What should any of us do? Well, some of those answers were practical: putting cash aside and waiting until the price of land came down, investing in tools. Making sure you were in a place where your face fitted. Some of them were ways of seeing the decade that lies ahead, opening ourselves to the reality of a financial deflation. The way Greece is being pushed to the periphery of the eurozone, the way feed-in tariff guarrantees are unlikely to be upheld, that Governments do not play fair and fascism is likely.

But the ones that struck me were those to do with the people in Transition. Those of us who were mentally prepared for such times, showing communities there are other ways of doing things and recognising individuals who may have no money or seeming skills, but are incredible social beings. Who can hold a centre, when everything else falls apart.

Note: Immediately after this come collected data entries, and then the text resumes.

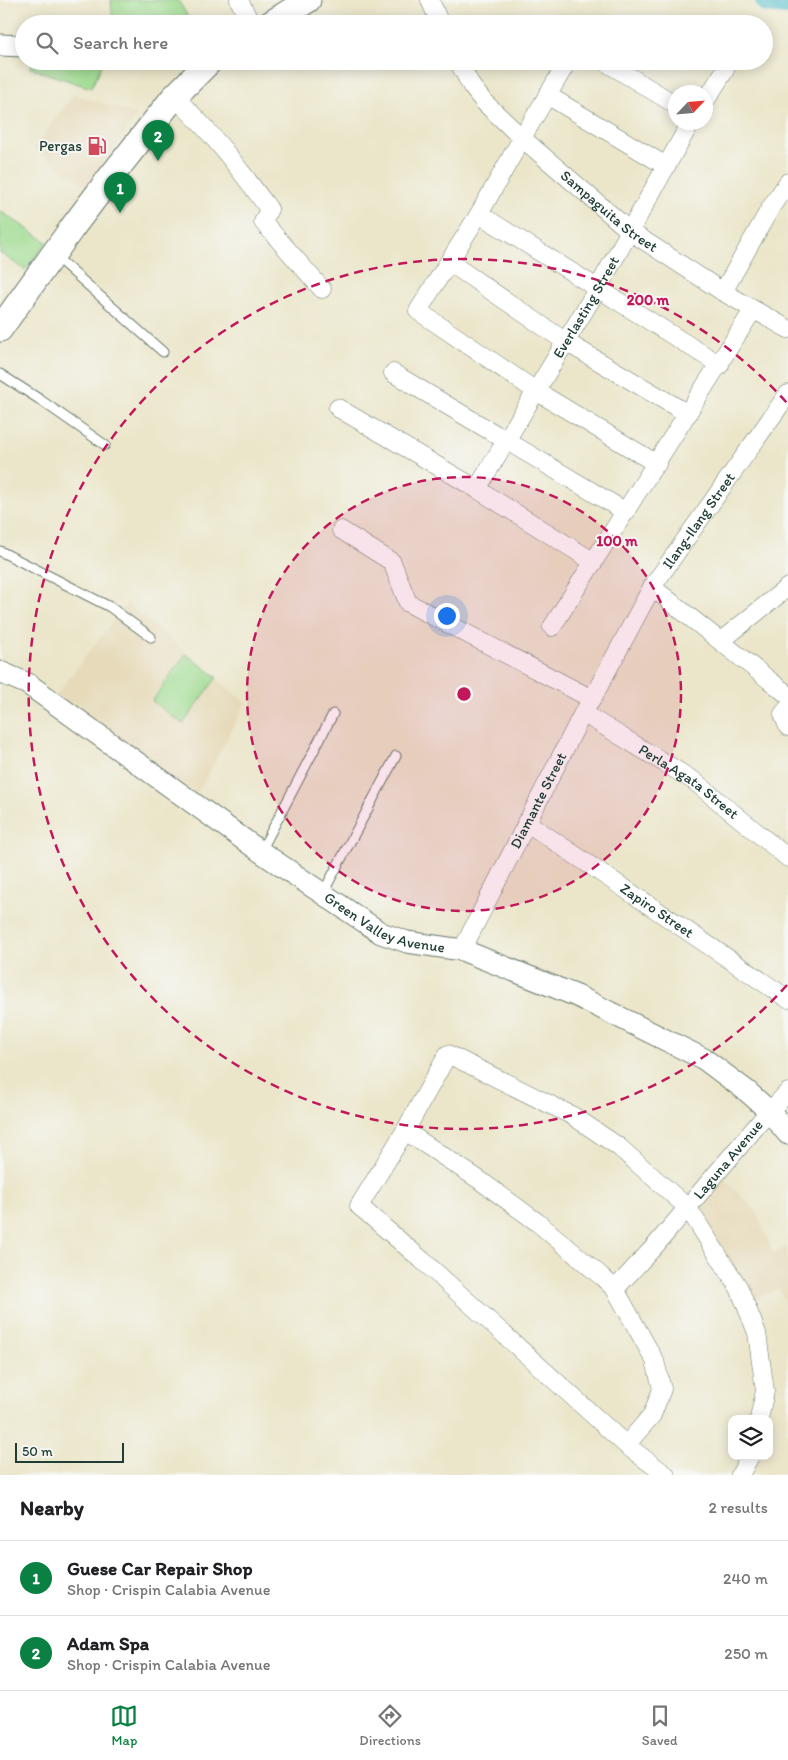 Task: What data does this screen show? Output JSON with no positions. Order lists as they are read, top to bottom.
{
  "streets": {
    "street": [
      "Sampaguita Street",
      "Everlasting Street",
      "Ilang-Ilang Street",
      "Perla Agata Street",
      "Diamante Street",
      "Zapiro Street",
      "Green Valley Avenue",
      "Laguna Avenue"
    ]
  },
  "crossings": [
    ["Sampaguita Street", "Everlasting Street"],
    ["Ilang-Ilang Street", "Diamante Street"],
    ["Perla Agata Street", "Diamante Street"],
    ["Diamante Street", "Zapiro Street"],
    ["Diamante Street", "Green Valley Avenue"],
    ["Green Valley Avenue", "Laguna Avenue"]
  ],
  "places": {
    "fuel station": ["Pergas"]
  },
  "scale_bar": "50 m",
  "north": "top right",
  "page": {
    "search": "Search here",
    "pins": ["2", "1"],
    "scale": "50 m",
    "heading": ["Nearby", "2 results"],
    "list": [
      {
        "mark": "1",
        "name": "Guese Car Repair Shop",
        "note": "Shop · Crispin Calabia Avenue",
        "value": "240 m"
      },
      {
        "mark": "2",
        "name": "Adam Spa",
        "note": "Shop · Crispin Calabia Avenue",
        "value": "250 m"
      }
    ],
    "nav": ["Map", "Directions", "Saved"]
  },
  "rings": ["200 m", "100 m"]
} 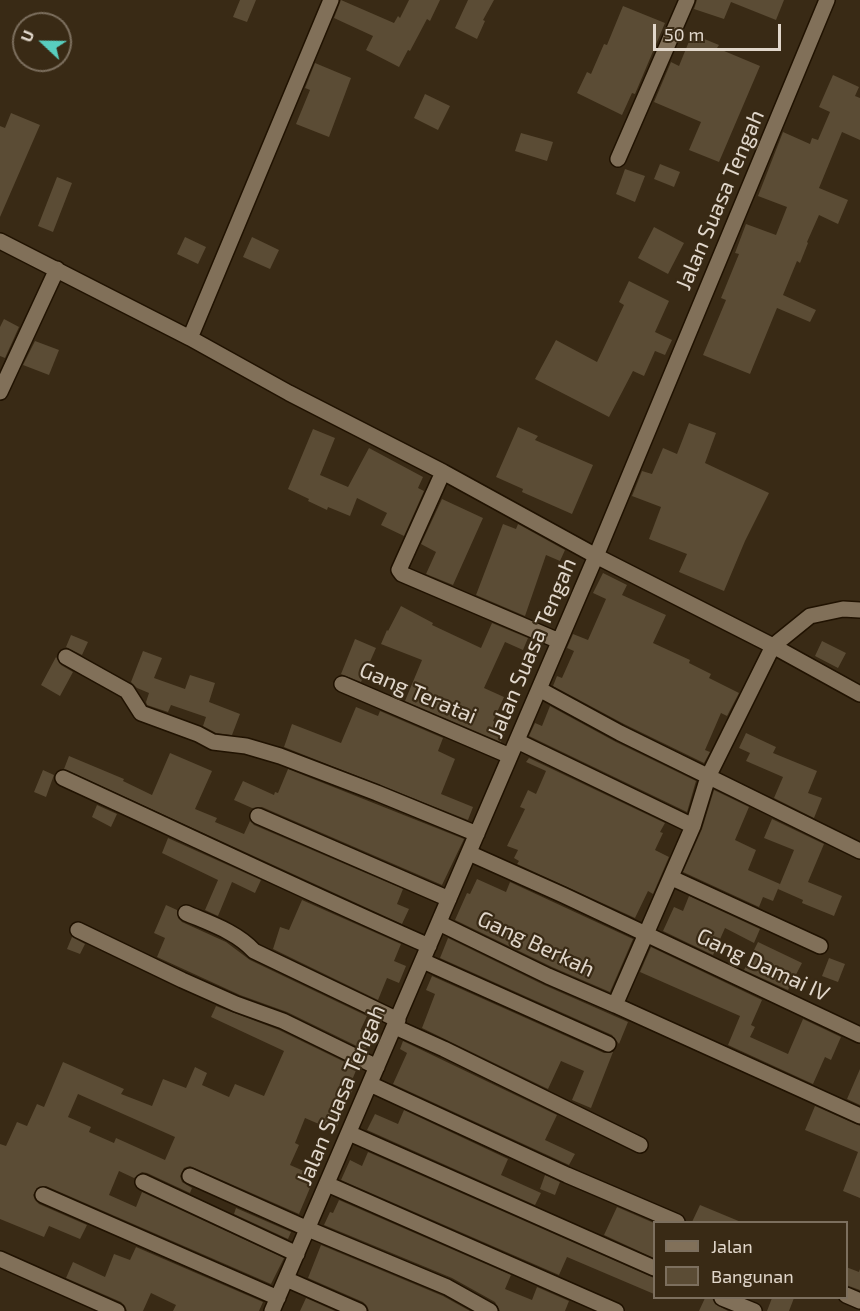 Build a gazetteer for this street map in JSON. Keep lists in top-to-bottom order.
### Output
{
  "streets": {
    "street": [
      "Jalan Suasa Tengah",
      "Gang Teratai",
      "Gang Berkah",
      "Gang Damai IV"
    ]
  },
  "crossings": [
    ["Jalan Suasa Tengah", "Gang Teratai"],
    ["Jalan Suasa Tengah", "Gang Berkah"],
    ["Jalan Suasa Tengah", "Gang Damai IV"]
  ],
  "legend": ["Jalan", "Bangunan"],
  "scale_bar": "50 m",
  "north": "left"
} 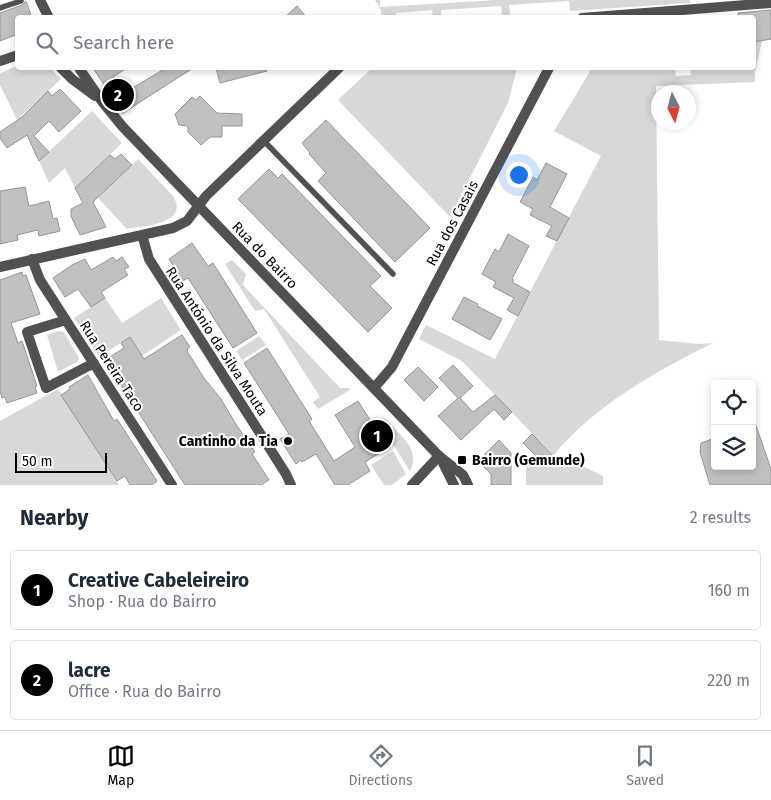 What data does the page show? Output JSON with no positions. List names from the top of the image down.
{
  "streets": {
    "street": [
      "Rua dos Casais",
      "Rua do Bairro",
      "Rua António da Silva Mouta",
      "Rua Pereira Taco"
    ]
  },
  "crossings": [
    ["Rua dos Casais", "Rua do Bairro"]
  ],
  "places": {
    "other": ["Cantinho da Tia"],
    "transit": ["Bairro (Gemunde)"]
  },
  "scale_bar": "50 m",
  "north": "bottom",
  "page": {
    "search": "Search here",
    "pins": ["2", "1"],
    "scale": "50 m",
    "heading": ["Nearby", "2 results"],
    "list": [
      {
        "mark": "1",
        "name": "Creative Cabeleireiro",
        "note": "Shop · Rua do Bairro",
        "value": "160 m"
      },
      {
        "mark": "2",
        "name": "lacre",
        "note": "Office · Rua do Bairro",
        "value": "220 m"
      }
    ],
    "nav": ["Map", "Directions", "Saved"]
  }
} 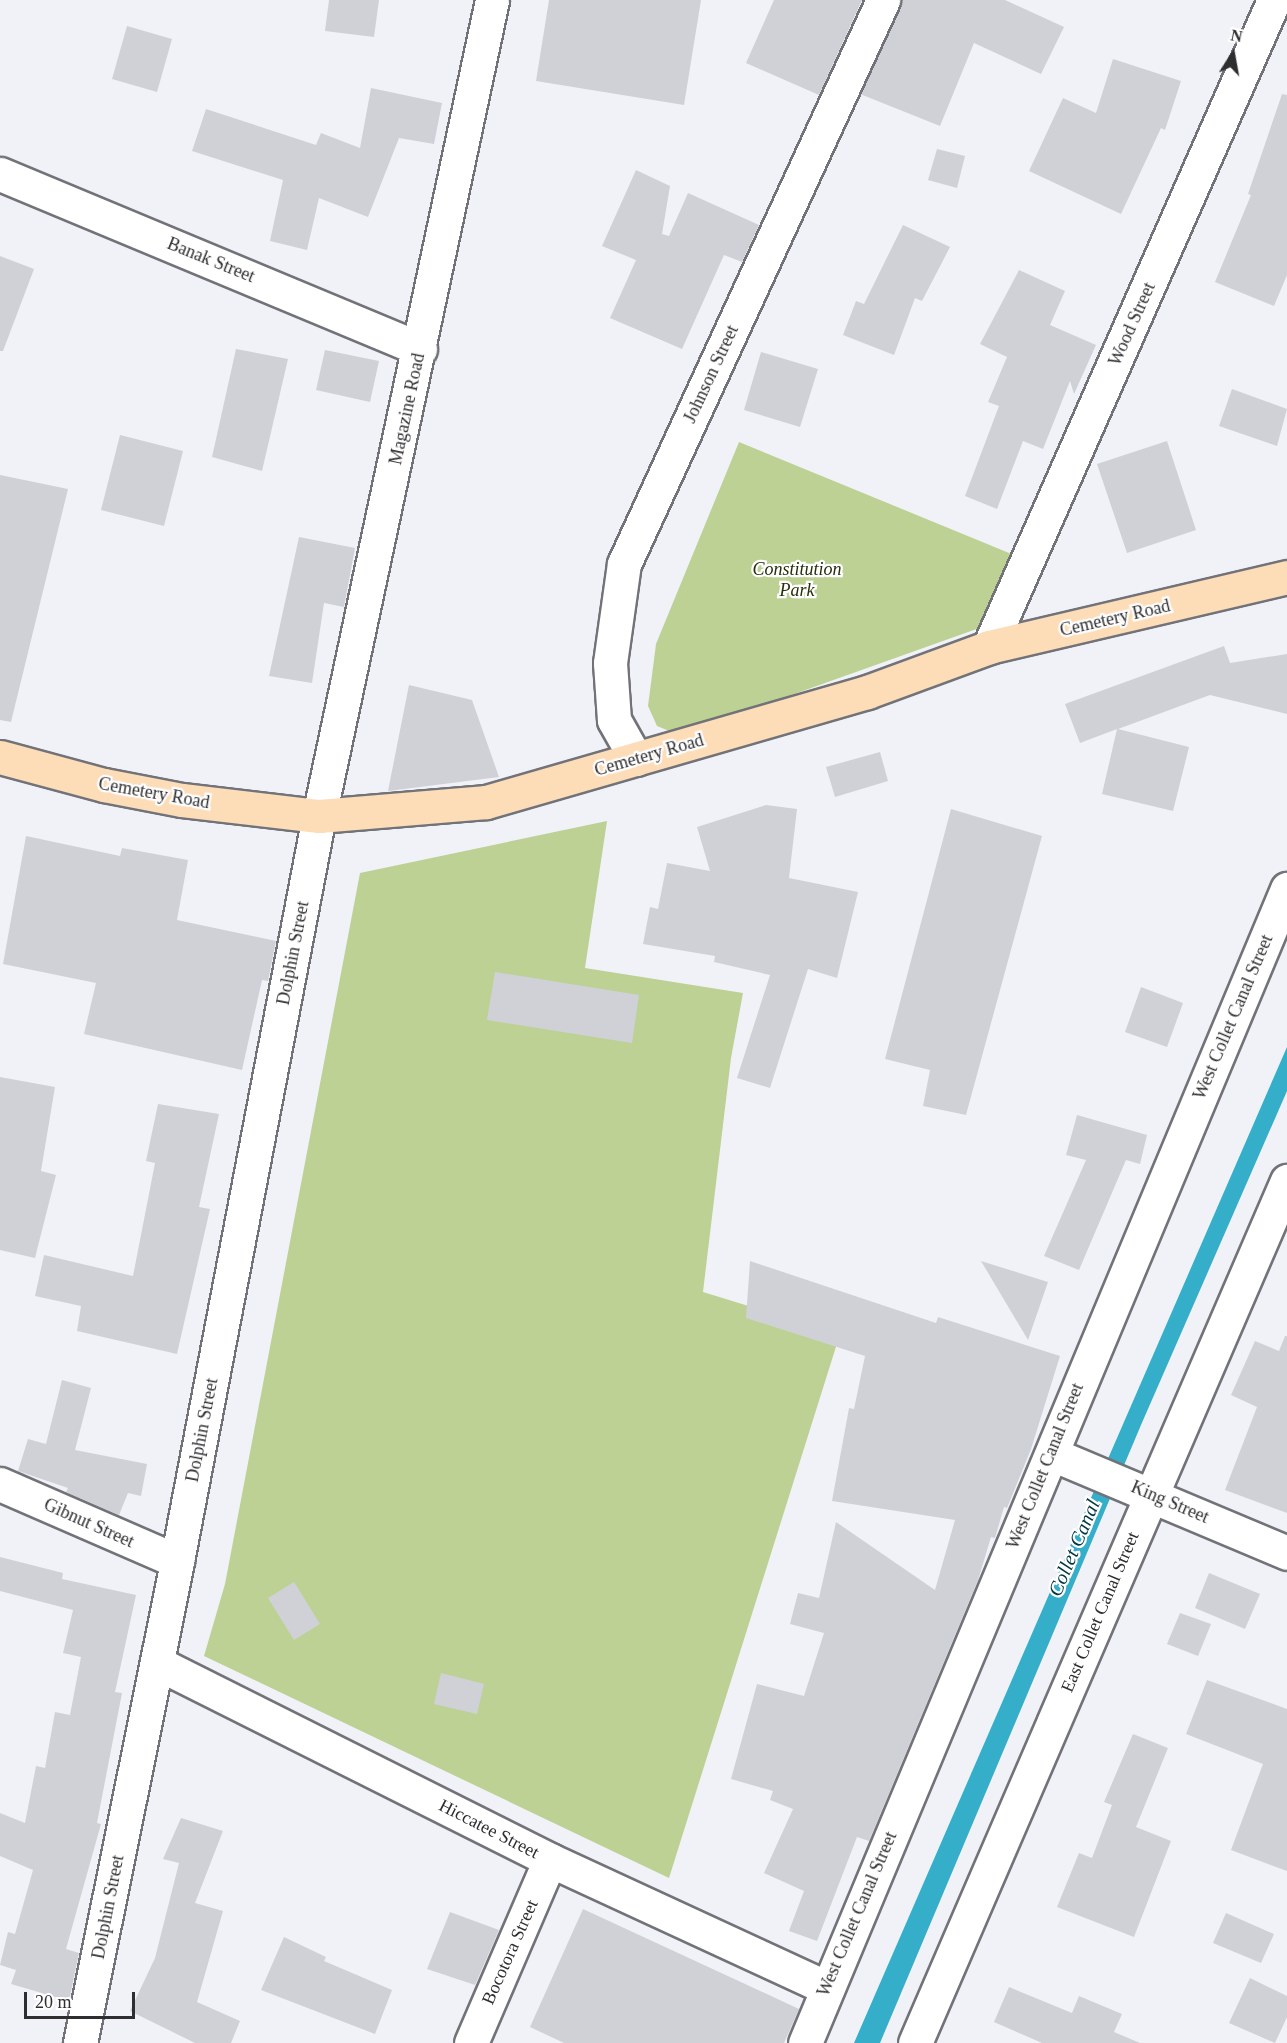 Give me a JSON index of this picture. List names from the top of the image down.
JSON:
{
  "streets": {
    "main road": ["Cemetery Road"],
    "street": [
      "Banak Street",
      "Wood Street",
      "Johnson Street",
      "Magazine Road",
      "Dolphin Street",
      "West Collet Canal Street",
      "King Street",
      "Gibnut Street",
      "East Collet Canal Street",
      "Hiccatee Street",
      "Bocotora Street"
    ]
  },
  "crossings": [
    ["Banak Street", "Magazine Road"],
    ["Wood Street", "Cemetery Road"],
    ["Johnson Street", "Cemetery Road"],
    ["Magazine Road", "Cemetery Road"],
    ["Magazine Road", "Dolphin Street"],
    ["Cemetery Road", "Dolphin Street"],
    ["Dolphin Street", "Gibnut Street"],
    ["Dolphin Street", "Hiccatee Street"],
    ["West Collet Canal Street", "King Street"],
    ["West Collet Canal Street", "Hiccatee Street"],
    ["King Street", "East Collet Canal Street"],
    ["Hiccatee Street", "Bocotora Street"]
  ],
  "water": ["Collet Canal"],
  "parks": ["Constitution Park"],
  "scale_bar": "20 m",
  "north": "top"
}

Yesterday Helen rang me and said she couldn’t write the blog this week. She is inundated with Knit-In squares. A thousand of them in all the colours of the rainbow. Her original plan to have enough squares for a mammoth woolly to hang over the County Hall balcony for the Pride celebrations has come true. She has been sent squares from all over the world as well as all corners of Norwich. “It caught people’s imaginations,” she said.

In Bungay this week people are coming to the Library to see our Transition community garden being built. A plan was drawn up after the permaculture course in January but the working party had been waiting for funds. Out of the blue Sustainable Bungay was given £500 by the Bungay Society and so now we can forge ahead with the brickwork for the raised beds. Our fruit trees have just arrived in huge pots, between the rainbutts and the plantswap tables. Suddenly everything is ready to go!

In between the cracks of the system different things can happen. Seeds that were lying dormant, that you never thought were there, break through. You can’t expect them, but you can notice them. You can open your window at night and see Jupiter blazing in the heavens.

Because as well as the imminent financial meltdown there is also a new mood out there in the bigger picture. Of a possibility of something else happening. This is not a grandiose thing that has come out of board rooms, universities and temples. It comes from the bottom up, from the streets and shanty towns, from the people at the end of the line. People pulling together, reinventing their lives and their neighbourhooda. Something that’s happening everywhere - from small moves in East Anglia to the big movements in South America. From Mark on this blog to Oliver Stone’s new documentary, South of the Border.

To tap into that mood is important because if things really go to the wall the way Stoneleigh talks about and within a short timeframe, we’re going to need to hold together. And what holds us together are not the sentiments of Empire, nor the bullying tactics of corporations, nor the glitterati of society, but something far more ordinary. Something that catches the imagination, sparked by people you would never expect to matter. Who have been working in the community and on the land all along. The people in charge of the lifeboat.

The new push: photo op for the Bungay bike strategy outside the Library Courtyard; looking at the big picture in the Big Group process, Day 2, 2010 Transition Network conference; seakale flourishing outside tSizewell Power Station against all odds.